## WHAT THE EXERCISE ASKS
Within the data below, how many lines contain "tools"? Reply with the number only.

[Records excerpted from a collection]
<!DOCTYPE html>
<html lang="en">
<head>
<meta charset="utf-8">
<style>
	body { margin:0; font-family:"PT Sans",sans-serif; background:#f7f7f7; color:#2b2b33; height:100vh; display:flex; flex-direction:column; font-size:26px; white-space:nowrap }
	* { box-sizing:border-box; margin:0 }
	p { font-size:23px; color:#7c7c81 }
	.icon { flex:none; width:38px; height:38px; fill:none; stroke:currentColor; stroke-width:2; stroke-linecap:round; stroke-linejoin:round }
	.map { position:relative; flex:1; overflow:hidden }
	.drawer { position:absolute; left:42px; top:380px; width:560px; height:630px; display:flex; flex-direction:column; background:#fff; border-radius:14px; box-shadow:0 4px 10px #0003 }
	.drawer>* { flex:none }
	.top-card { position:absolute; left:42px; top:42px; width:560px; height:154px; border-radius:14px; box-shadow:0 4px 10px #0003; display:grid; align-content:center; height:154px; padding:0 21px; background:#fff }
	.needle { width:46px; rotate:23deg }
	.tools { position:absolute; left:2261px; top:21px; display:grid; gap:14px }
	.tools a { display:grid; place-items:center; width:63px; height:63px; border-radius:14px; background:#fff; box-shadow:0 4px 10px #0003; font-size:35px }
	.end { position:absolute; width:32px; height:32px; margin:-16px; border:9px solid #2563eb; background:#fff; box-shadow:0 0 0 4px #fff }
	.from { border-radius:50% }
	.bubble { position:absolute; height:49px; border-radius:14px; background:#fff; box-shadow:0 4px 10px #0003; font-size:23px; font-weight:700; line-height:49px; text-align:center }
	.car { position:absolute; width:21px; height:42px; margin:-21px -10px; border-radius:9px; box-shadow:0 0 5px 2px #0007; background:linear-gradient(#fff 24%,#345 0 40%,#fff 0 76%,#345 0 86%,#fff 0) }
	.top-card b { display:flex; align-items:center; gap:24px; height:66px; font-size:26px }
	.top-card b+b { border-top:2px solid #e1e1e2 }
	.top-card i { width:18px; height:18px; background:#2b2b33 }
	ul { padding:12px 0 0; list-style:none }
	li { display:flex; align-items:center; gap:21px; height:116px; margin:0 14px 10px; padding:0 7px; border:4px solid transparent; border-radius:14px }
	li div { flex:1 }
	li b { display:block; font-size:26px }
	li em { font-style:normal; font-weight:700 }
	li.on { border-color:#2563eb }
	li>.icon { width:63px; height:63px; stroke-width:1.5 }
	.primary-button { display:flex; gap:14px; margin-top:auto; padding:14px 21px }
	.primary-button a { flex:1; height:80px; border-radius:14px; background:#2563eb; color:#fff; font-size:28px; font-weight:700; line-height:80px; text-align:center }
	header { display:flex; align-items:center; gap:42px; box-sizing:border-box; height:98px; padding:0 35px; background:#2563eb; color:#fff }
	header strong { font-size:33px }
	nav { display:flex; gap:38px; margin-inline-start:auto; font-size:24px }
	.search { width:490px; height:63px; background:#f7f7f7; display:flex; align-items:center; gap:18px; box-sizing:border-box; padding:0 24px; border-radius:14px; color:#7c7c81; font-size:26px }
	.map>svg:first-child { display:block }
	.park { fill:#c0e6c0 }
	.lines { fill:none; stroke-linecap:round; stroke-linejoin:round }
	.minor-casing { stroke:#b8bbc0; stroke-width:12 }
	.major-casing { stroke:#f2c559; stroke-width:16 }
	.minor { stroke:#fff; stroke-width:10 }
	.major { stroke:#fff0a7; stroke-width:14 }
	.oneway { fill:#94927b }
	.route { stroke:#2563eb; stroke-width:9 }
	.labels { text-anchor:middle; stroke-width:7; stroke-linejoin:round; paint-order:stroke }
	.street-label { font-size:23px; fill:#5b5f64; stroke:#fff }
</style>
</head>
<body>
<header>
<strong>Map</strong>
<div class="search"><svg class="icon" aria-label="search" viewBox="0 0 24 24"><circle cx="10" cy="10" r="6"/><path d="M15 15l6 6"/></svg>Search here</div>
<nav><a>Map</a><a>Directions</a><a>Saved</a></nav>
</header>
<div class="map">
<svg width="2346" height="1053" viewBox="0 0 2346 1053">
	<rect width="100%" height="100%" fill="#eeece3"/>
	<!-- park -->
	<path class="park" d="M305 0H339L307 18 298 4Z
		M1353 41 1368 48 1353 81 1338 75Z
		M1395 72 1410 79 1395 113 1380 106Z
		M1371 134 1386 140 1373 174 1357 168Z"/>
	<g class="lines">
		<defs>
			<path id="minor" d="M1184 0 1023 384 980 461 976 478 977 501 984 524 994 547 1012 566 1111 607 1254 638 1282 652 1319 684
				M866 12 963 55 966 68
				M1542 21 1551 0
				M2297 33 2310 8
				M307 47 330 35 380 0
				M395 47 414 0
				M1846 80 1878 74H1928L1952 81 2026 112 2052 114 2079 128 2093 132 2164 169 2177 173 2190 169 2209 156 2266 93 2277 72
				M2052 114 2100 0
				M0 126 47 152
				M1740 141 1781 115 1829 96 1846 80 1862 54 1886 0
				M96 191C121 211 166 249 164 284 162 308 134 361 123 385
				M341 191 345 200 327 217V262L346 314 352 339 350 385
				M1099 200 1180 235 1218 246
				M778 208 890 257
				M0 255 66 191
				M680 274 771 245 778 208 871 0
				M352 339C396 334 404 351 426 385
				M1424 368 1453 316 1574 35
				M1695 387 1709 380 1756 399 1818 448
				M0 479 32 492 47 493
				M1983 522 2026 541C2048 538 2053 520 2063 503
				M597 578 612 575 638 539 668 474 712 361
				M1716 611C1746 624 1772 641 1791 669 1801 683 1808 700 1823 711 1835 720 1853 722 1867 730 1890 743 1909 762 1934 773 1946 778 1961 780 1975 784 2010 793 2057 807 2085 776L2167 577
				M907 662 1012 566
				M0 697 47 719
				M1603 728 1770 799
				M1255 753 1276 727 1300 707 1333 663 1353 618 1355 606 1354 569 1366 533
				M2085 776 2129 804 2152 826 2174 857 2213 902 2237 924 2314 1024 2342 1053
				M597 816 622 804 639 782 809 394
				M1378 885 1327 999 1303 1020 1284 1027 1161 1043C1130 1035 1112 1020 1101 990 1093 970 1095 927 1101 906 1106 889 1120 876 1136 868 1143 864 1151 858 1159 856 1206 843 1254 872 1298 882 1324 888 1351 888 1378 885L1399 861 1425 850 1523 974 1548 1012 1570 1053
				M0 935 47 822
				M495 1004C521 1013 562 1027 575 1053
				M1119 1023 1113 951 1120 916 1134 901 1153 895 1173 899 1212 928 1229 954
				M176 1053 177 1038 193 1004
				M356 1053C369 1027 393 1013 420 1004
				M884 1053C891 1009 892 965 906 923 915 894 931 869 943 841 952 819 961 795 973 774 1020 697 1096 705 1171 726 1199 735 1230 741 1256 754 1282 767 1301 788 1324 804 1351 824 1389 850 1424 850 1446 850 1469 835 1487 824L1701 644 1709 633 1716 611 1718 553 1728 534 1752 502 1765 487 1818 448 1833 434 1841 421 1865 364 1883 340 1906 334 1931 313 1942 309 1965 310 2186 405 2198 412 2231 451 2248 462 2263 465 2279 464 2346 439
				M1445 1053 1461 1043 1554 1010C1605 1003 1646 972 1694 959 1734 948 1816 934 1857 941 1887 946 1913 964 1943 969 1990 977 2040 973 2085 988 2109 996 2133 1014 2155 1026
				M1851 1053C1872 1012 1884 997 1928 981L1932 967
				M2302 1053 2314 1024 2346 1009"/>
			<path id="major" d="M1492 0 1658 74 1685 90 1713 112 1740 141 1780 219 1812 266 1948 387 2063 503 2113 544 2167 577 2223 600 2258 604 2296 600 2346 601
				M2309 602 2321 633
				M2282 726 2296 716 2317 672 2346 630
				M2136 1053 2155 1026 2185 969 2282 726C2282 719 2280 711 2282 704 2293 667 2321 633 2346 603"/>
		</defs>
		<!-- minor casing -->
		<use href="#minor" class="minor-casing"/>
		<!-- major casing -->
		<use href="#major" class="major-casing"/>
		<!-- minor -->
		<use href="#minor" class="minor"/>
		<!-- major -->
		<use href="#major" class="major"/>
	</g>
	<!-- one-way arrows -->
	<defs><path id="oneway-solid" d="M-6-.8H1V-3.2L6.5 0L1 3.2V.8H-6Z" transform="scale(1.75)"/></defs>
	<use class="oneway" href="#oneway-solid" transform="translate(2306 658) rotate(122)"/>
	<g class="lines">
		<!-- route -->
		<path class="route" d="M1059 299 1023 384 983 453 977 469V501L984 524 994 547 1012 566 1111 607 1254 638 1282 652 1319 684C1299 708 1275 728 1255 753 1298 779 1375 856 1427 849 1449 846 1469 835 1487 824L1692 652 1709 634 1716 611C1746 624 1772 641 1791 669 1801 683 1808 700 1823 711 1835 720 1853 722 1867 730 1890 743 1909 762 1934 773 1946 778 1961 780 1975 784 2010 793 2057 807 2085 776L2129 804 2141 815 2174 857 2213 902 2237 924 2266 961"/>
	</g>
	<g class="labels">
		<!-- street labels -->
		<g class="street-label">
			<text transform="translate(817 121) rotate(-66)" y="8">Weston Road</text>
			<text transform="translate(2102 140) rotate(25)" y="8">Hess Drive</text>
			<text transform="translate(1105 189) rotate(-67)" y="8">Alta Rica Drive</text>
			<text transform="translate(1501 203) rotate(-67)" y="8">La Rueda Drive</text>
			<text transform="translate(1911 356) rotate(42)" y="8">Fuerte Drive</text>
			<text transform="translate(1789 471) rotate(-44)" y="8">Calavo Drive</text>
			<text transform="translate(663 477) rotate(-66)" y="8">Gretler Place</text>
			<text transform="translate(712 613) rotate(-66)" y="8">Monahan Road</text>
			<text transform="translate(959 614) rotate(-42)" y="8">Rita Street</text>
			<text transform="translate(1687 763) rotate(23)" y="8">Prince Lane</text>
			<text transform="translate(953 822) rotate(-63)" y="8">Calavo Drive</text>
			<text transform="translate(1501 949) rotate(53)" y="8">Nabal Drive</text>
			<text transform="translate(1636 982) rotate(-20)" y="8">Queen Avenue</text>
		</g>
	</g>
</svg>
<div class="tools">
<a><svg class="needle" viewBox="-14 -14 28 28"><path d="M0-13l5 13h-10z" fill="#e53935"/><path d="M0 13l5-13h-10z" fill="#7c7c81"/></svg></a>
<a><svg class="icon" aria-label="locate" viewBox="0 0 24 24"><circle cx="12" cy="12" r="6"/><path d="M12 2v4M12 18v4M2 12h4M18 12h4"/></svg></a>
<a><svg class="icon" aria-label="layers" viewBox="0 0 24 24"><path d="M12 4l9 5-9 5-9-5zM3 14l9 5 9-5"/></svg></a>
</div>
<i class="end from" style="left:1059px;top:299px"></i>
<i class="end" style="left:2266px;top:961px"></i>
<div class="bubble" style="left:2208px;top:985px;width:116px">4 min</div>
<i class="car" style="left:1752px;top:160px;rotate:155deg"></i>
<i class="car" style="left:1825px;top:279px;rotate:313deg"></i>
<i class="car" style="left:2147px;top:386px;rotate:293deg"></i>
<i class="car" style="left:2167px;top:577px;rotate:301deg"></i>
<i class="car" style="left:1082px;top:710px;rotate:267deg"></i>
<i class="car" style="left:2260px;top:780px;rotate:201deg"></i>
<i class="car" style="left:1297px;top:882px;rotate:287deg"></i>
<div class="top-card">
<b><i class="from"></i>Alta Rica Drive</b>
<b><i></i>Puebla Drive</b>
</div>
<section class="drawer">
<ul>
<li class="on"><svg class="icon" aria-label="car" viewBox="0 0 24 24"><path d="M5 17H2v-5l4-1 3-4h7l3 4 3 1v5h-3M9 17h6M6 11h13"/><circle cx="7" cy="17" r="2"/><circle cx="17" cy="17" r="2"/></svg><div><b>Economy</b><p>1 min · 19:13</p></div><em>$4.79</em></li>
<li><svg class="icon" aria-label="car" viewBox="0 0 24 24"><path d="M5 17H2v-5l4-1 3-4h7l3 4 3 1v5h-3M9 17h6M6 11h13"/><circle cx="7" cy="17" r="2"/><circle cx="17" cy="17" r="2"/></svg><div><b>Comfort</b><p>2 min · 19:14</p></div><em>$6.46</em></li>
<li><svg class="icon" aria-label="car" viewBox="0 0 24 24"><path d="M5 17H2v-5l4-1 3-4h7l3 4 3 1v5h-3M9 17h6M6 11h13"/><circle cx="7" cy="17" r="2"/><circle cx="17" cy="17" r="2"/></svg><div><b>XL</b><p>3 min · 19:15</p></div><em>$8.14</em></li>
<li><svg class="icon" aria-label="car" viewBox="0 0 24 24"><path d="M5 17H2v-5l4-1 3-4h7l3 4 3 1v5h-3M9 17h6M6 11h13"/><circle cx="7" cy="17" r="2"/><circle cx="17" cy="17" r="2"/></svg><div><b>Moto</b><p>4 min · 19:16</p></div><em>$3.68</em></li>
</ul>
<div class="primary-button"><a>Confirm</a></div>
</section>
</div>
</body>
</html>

## REPLY TO THE EXERCISE
3